Try these Czech pastries and enjoy a little taste of my family heritage! Or, as my Dad - King of the Puns - would say: "Czech Them Out!"
Czech Kolaches with Fruit Filling
adapted from Cook's Country
For the Dough:
1 Cup Whole Milk
10 Tablespoons Butter, melted
1 large Egg
2 large Egg Yolks, whites reserved
3-1/2 Cups Flour
1/3 Cup Sugar
2-1/4 teaspoons instant yeast
1-1/2 teaspoons Salt
For the Filling:
10 ounces fruit (blueberries, nectarines, peaches, cherries, pineapple), fresh or frozen - be sure to dice the fresh nectarines or peaches into bite sized pieces
5 tablespoons sugar
4 teaspoons corn starch
For the Streusel:
2 Tablespoons -plus- 2 teaspoons Flour
2 Tablespoons -plus- 2 teaspoons Sugar
1 Tablespoon Butter, chilled and cut into 8 pieces
For the Egg Wash:
1 egg beaten with 1 tablespoon milk
Grease a large bowl, set aside. Whisk the Milk, Melted Butter, Egg, and Yolks together in a 2-cup measuring cup (the Butter will form lumps). Whisk the Flour, Sugar, Yeast, and Salt together in the bowl of stand mixer. Fit mixer with the dough hook, add Milk mixture to the Flour mixture, and knead on low speed until no dry flour remains, about 2 minutes. Increase speed to medium and knead until dough clears the sides of the bowl but still sticks to the bottom of the bowl, about 8 to 12 minutes. If the dough hasn't cleared the bowl after 12 minutes, add more Flour, 1 Tablespoon at a time, up to 2 Tablespoons.
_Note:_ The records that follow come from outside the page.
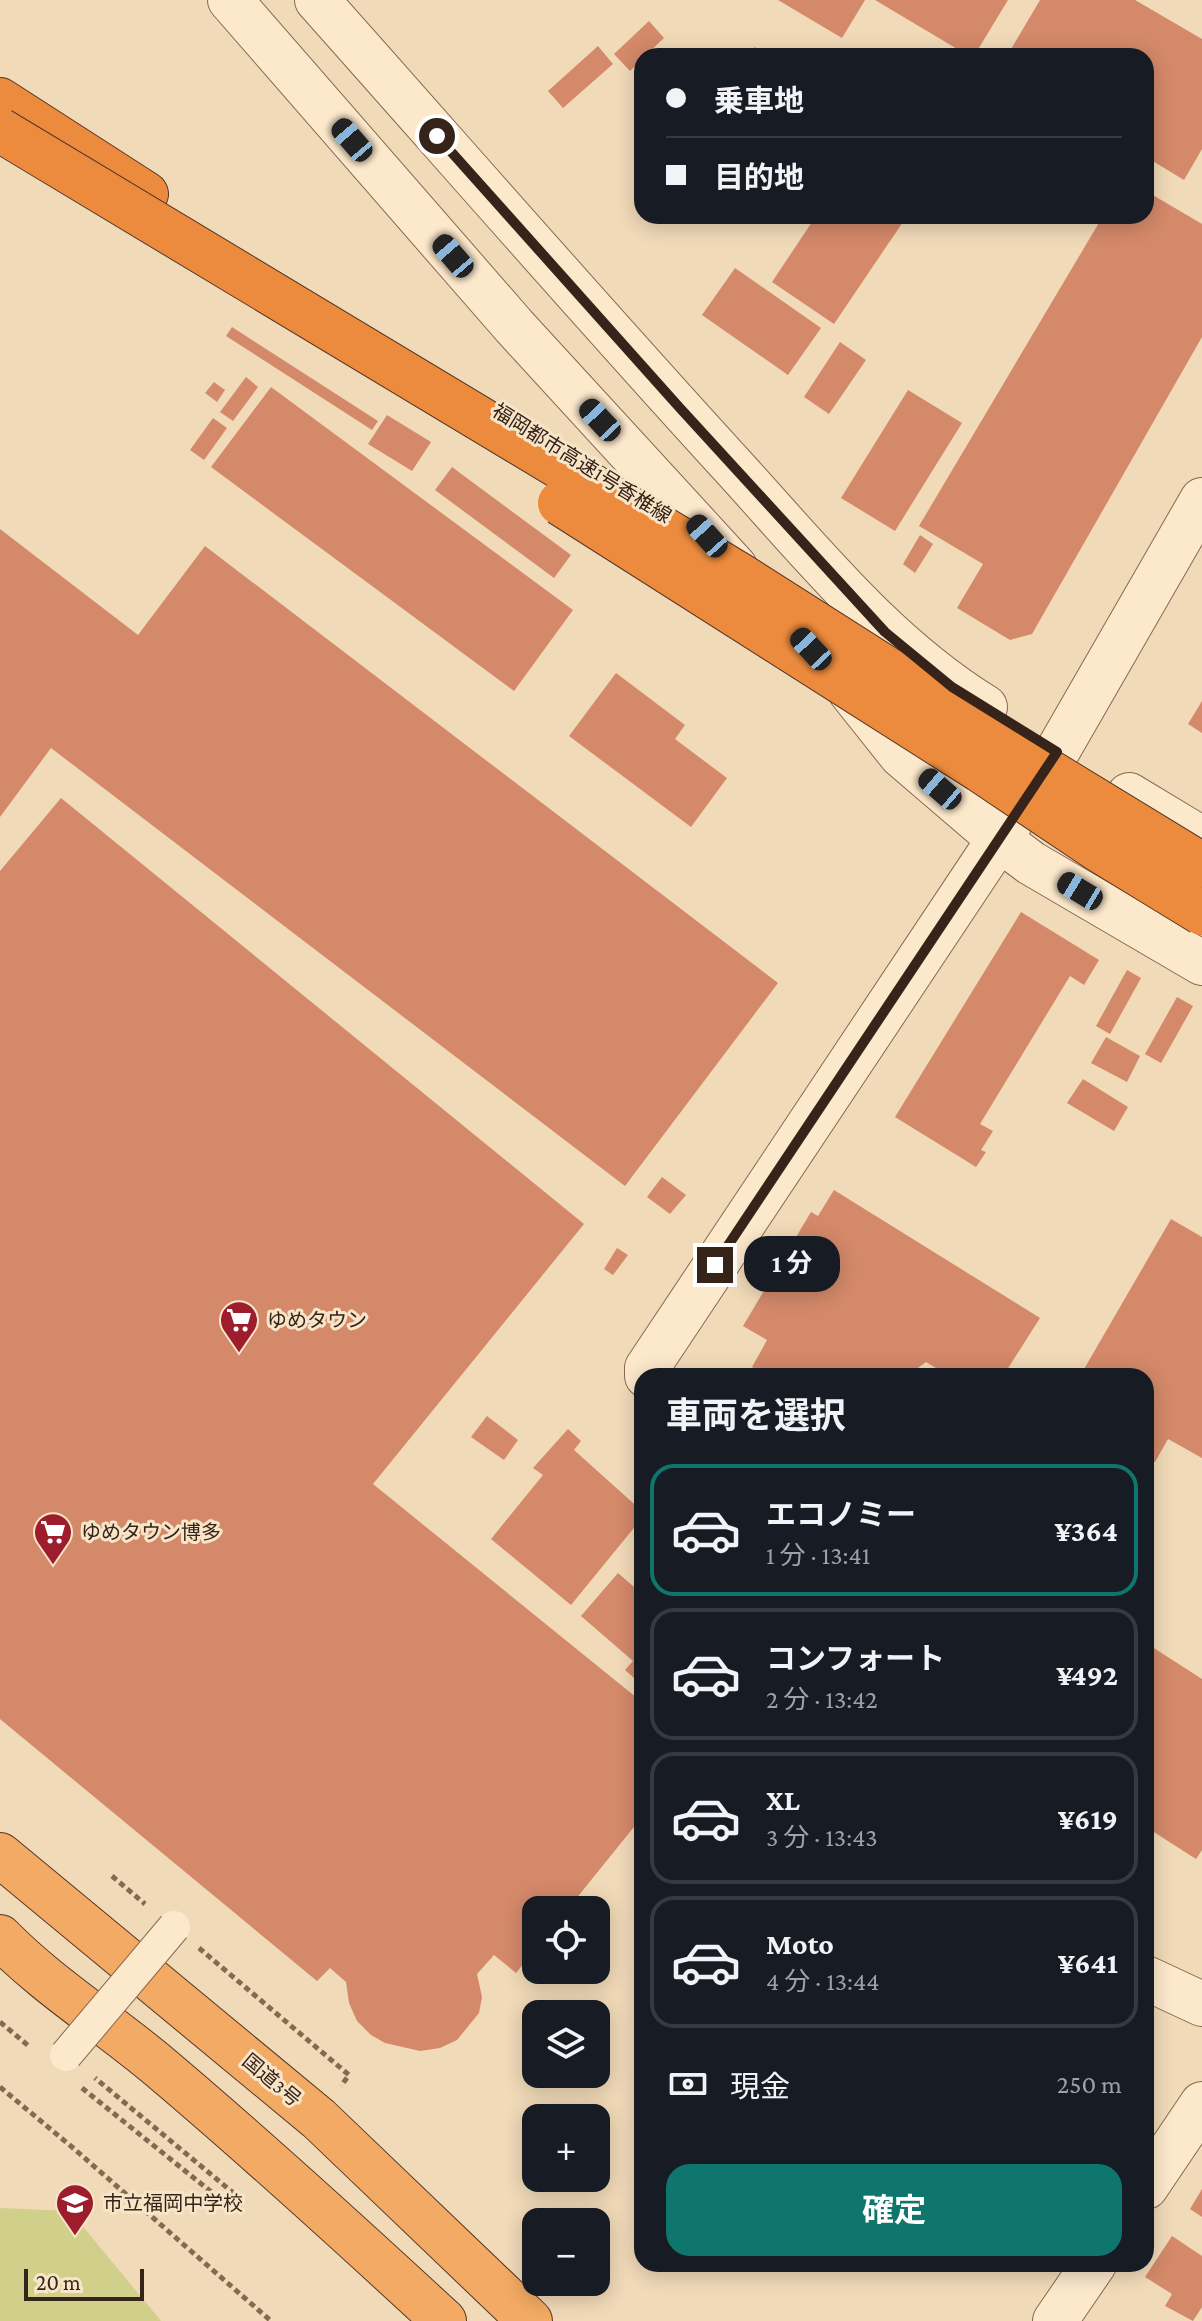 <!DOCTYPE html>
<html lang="ja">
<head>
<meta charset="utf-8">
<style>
	:root { --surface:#171b24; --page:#20242c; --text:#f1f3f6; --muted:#9ea1a6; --line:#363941; --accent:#0f766e }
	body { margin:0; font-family:"Crimson Pro","Noto Sans JP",serif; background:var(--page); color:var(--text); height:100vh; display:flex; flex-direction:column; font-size:30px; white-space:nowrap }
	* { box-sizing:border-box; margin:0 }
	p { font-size:26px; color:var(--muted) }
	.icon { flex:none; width:44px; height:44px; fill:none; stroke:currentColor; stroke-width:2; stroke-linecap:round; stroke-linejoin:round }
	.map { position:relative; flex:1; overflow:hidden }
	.details { position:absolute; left:634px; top:1368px; width:520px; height:904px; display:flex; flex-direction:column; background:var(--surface); border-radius:24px; box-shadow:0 4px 20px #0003 }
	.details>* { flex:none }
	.guide { position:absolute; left:634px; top:48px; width:520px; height:176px; border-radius:24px; box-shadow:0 4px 20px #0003; display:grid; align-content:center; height:176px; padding:0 32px; background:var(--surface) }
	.fabs { position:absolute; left:522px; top:1896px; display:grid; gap:16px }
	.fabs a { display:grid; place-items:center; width:88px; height:88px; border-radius:16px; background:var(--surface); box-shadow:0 4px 20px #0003; font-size:40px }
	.scale { position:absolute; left:24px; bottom:20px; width:120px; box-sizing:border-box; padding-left:8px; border:4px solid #362319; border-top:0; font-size:22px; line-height:28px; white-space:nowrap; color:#362319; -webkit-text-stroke:6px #f8e5c8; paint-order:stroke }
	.end { position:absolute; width:36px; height:36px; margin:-18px; border:10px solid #362319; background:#fff; box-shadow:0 0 0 4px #fff }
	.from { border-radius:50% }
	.bubble { position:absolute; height:56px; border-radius:24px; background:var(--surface); box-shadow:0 4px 20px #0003; font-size:26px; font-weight:700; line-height:56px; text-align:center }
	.car { position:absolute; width:24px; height:48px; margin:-24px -12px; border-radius:10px; box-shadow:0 0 6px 2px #0007; background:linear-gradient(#222 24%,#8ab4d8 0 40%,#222 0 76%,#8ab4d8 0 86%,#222 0) }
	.guide b { display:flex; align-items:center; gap:28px; height:76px; font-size:30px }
	.guide b+b { border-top:2px solid var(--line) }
	.guide i { width:20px; height:20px; background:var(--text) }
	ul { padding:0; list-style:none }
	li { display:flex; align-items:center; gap:24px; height:132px; margin:0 16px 12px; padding:0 16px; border:4px solid var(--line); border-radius:24px }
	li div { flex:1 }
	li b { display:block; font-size:30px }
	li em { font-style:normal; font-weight:700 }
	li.active { border-color:var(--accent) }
	li>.icon { width:72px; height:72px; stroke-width:1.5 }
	h2 { padding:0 32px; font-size:36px; line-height:96px }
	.pay { display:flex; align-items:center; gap:20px; height:88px; padding:0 32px; font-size:30px }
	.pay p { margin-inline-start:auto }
	.button { display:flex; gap:16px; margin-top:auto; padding:16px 32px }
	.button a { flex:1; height:92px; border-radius:24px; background:var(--accent); color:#fff; font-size:32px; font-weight:700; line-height:92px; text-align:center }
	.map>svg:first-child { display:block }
	.green { fill:#d0d08b }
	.building { fill:#d4896a }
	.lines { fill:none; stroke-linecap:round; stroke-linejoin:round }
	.tertiary-casing { stroke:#886852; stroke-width:46 }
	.trunk-casing { stroke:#553727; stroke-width:46 }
	.motorway-casing { stroke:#553727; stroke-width:46 }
	.path { stroke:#886852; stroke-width:5; stroke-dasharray:6 4; stroke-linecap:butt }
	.tertiary { stroke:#fce8cb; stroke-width:44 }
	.trunk { stroke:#f3aa64; stroke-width:44 }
	.motorway { stroke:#ec8b3d; stroke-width:44 }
	.pedestrian-bridge-casing { stroke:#886852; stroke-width:34; stroke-linecap:butt }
	.motorway-bridge-casing { stroke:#553727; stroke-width:46; stroke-linecap:butt }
	.pedestrian-bridge { stroke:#fce8cb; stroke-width:32 }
	.motorway-bridge { stroke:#ec8b3d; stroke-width:44 }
	.route { stroke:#362319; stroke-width:10 }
	.labels { text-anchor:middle; stroke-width:6; stroke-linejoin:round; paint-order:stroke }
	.street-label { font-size:20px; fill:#362319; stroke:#f8e5c8 }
	.poi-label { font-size:20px; fill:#362319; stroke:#f8e5c8; text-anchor:start }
</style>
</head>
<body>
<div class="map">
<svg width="1202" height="2321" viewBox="0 0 1202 2321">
	<rect width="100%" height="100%" fill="#f1dab8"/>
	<path class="green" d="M 0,2208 L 70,2211 L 161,2321 L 0,2321 Z"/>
	<path class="building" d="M 778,0 L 865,0 L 842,38 Z
		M 875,0 L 1008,0 L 974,56 L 969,56 Z
		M 1040,0 L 1135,0 L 1202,39 L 1202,149 L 1184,180 L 1146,157 L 1146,56 L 1007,56 Z
		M 649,21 L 664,38 L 645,56 L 642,56 L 642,59 L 630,71 L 614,54 Z
		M 598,46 L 613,64 L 563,108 L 548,91 Z
		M 755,47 L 765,56 L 746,56 Z
		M 1146,191 L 1202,224 L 1202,337 L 1032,634 L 1010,640 L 957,608 L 983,564 L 919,526 L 1103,216 L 1146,216 Z
		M 816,216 L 907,216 L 834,324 L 772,282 Z
		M 735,268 L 821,328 L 788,375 L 702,315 Z
		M 232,327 L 378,421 L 372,430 L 226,336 Z
		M 840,342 L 866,360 L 829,414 L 804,397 Z
		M 246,377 L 258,387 L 233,421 L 220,412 Z
		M 214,382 L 225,390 L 217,402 L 205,393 Z
		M 271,387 L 573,610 L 514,691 L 211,467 Z
		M 908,390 L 962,423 L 895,531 L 841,498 Z
		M 387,415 L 431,442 L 412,471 L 368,444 Z
		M 213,418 L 227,428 L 204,460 L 190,450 Z
		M 452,467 L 571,555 L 554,578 L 435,490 Z
		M 0,529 L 138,635 L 205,546 L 778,983 L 625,1186 L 51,748 L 0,817 Z
		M 920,535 L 933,544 L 915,573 L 903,564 Z
		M 616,673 L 685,725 L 675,739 L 727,778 L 691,827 L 569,736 Z
		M 1202,701 L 1202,733 L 1188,724 Z
		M 61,798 L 584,1224 L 373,1484 L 642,1702 L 642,1817 L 567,1910 L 536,1910 L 536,1948 L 516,1973 L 494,1955 L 477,1974 L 482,1997 L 479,2013 L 457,2040 L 440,2048 L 420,2051 L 385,2043 L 371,2035 L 357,2021 L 349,2003 L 346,1982 L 330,1968 L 317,1981 L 0,1719 L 0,871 Z
		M 1021,912 L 1099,960 L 1084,985 L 1070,976 L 980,1124 L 993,1131 L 981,1150 L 986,1152 L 976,1167 L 895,1117 Z
		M 1127,970 L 1141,978 L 1110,1034 L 1096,1026 Z
		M 1177,997 L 1193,1006 L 1161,1063 L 1145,1054 Z
		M 1106,1037 L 1140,1056 L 1127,1082 L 1091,1063 Z
		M 1083,1079 L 1128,1107 L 1114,1131 L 1067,1103 Z
		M 662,1177 L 686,1195 L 670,1214 L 647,1197 Z
		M 834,1190 L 1040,1318 L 1005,1373 L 1010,1376 L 949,1376 L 926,1362 L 907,1376 L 767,1376 L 752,1367 L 767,1340 L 743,1326 L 811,1212 L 818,1216 Z
		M 1171,1219 L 1202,1237 L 1202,1458 L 1168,1439 L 1155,1462 L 1146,1457 L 1146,1376 L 1080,1376 Z
		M 617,1248 L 628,1255 L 613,1275 L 604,1269 Z
		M 487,1416 L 518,1440 L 504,1460 L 471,1437 Z
		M 568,1429 L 581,1441 L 574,1450 L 642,1511 L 642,1518 L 571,1605 L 491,1539 L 543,1475 L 533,1468 Z
		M 618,1573 L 642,1594 L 642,1685 L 625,1670 L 633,1661 L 581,1616 Z
		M 1146,1643 L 1202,1679 L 1202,1850 L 1196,1859 L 1146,1827 Z
		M 1146,2046 L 1154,2050 L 1146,2065 Z
		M 1202,2189 L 1202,2217 L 1190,2209 Z
		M 1172,2236 L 1202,2256 L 1202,2307 L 1193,2321 L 1165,2306 L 1172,2294 L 1145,2277 Z"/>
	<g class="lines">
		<g class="tertiary-casing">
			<path id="tertiary" d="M 230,0 L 514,326 L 735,567
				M 317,0 C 454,154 589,309 728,461 C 808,548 883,644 985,707
				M 850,691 L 901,755 L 999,839 L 1031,863 L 1202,963
				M 1129,795 L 1202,839
				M 647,1376 L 647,1368 L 1057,752 L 1202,500
				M 1146,1978 L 1202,2004
				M 1146,2187 L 1202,2104
				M 1055,2321 L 1094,2264"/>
		</g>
		<g class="trunk-casing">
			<path id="trunk" d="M 0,1855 L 319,2119 L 530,2321
				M 0,1937 C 49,1987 108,2023 161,2068 C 258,2150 351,2235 444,2321"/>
		</g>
		<g class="motorway-casing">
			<path id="motorway" d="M 0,100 L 146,194"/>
		</g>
		<path class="path" d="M 112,1876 L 145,1904
			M 199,1948 L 349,2075 L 341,2086
			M 0,2022 L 30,2047
			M 0,2087 L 72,2147 L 271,2321
			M 82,2088 L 235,2211 L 243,2201 L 95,2078"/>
		<use href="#tertiary" class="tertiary"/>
		<use href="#trunk" class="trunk"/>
		<use href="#motorway" class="motorway"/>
		<g class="pedestrian-bridge-casing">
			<path id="pedestrian-bridge" d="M 66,2055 L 174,1927"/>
		</g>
		<g class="motorway-bridge-casing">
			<path id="motorway-bridge" d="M 0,130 L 738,574 L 1030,760 L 1202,865
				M 560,503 L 980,770 L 1099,850 L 1202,913"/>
		</g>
		<use href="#pedestrian-bridge" class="pedestrian-bridge"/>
		<use href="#motorway-bridge" class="motorway-bridge"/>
	</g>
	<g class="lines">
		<path class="route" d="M 437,136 L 679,407 L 885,632 L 952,687 L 1057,752 L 715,1265"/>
	</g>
	<defs>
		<g id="supermarket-pin" transform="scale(2)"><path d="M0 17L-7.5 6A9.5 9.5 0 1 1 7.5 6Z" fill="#9d1d2c" stroke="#f8e5c8"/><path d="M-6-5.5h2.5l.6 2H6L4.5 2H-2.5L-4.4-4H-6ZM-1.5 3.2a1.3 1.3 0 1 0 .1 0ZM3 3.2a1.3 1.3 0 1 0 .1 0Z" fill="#fff"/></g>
		<g id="school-pin" transform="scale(2)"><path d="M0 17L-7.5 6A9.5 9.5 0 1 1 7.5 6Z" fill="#9d1d2c" stroke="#f8e5c8"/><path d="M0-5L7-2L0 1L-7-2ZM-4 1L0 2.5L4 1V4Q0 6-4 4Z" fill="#fff"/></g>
	</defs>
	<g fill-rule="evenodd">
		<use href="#supermarket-pin" x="239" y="1320"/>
		<use href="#supermarket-pin" x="53" y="1532"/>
		<use href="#school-pin" x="75" y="2203"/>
	</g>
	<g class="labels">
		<g class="street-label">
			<text transform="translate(582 463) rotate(32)" y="7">福岡都市高速1号香椎線</text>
			<text transform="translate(272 2080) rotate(40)" y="7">国道3号</text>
		</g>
		<g class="poi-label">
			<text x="267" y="1327">ゆめタウン</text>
			<text x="81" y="1539">ゆめタウン博多</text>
			<text x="103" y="2210">市立福岡中学校</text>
		</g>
	</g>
</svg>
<div class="fabs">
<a><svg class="icon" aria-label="locate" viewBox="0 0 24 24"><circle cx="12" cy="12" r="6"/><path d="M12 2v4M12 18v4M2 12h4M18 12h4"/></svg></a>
<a><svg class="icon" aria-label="layers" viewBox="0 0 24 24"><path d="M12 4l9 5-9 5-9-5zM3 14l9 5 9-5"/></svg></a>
<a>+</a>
<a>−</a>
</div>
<div class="scale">20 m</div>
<i class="end from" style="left:437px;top:136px"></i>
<i class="end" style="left:715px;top:1265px"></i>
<div class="bubble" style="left:744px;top:1236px;width:96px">1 分</div>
<i class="car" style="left:352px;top:140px;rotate:319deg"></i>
<i class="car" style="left:453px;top:256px;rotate:319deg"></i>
<i class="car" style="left:600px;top:420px;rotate:317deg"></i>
<i class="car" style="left:707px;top:536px;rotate:318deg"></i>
<i class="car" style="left:811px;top:649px;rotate:317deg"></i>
<i class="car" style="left:940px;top:789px;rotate:311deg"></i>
<i class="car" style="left:1080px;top:891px;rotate:301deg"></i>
<div class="guide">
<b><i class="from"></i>乗車地</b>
<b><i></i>目的地</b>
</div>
<section class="details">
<h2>車両を選択</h2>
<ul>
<li class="active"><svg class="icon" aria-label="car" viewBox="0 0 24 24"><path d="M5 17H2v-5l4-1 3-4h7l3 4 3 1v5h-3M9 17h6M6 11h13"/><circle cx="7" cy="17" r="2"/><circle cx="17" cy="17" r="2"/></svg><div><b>エコノミー</b><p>1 分 · 13:41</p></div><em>¥364</em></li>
<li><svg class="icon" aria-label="car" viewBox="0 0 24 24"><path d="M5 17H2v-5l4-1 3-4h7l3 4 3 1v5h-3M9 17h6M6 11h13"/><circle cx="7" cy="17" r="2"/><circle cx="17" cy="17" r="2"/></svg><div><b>コンフォート</b><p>2 分 · 13:42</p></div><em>¥492</em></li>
<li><svg class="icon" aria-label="car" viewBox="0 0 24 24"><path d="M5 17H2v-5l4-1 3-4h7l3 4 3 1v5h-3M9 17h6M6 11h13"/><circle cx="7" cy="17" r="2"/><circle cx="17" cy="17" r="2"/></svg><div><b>XL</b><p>3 分 · 13:43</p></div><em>¥619</em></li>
<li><svg class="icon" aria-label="car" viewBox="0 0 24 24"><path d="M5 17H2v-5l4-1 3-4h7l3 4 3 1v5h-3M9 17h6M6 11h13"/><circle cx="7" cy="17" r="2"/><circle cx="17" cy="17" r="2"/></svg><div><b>Moto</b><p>4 分 · 13:44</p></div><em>¥641</em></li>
</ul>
<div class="pay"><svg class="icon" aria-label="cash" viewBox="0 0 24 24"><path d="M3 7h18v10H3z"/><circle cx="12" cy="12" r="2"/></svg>現金<p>250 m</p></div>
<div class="button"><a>確定</a></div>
</section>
</div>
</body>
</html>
Transfer dough to greased bowl and cover with plastic wrap. Let dough rise until doubled, about 60-90 minutes.
To make the streusel, combine the Flour, Sugar, and Butter in a small bowl and rub between your fingers until mixture resembles wet sand. Cover and refrigerate until ready to use.
To make the fruit filling, combine fruit, sugar, and cornstarch in a bowl. Mix well. Microwave, covered, until bubbling and thickened, about 6 minutes, stirring halfway through cooking. Mash with a potato masher or leave as is for a chunkier filling. Let cool completely before filling kolaches.
After the dough has finished rising, line two rimmed baking sheets with parchment paper. Punch down Dough and place on a lightly floured surface. Divide Dough into quarters and cut each quarter into 4 equal pieces. Form each piece into a smooth, tight ball. Arrange 8 balls on each baking sheet and cover loosely with plastic wrap. Place the baking sheets in the oven, replace the water in the loaf pan with 3 cup Boiling Water, close oven door and let rise until doubled, about 90 minutes.
Remove baking sheets and loaf pan from oven. Heat oven to 350 degrees. Grease and flour the bottom of a 1/3-cup measure (or a 2-1/4-inch-diameter drinking glass). Make a deep indentation in the center of each dough ball by slowly pressing until cup touches sheet. The perimeter of the dough balls will deflate slightly.
Gently brush the Kolaches all over with the Egg-Milk mixture. Spoon filling into the Kolaches, about 1-1/2 Tablespoons per Kolache. Sprinkle with streusel. Bake until just golden brown, about 25 minutes, switching and rotating sheets halfway through baking. Be careful not to overbake! Let cool on pan for 20 minutes.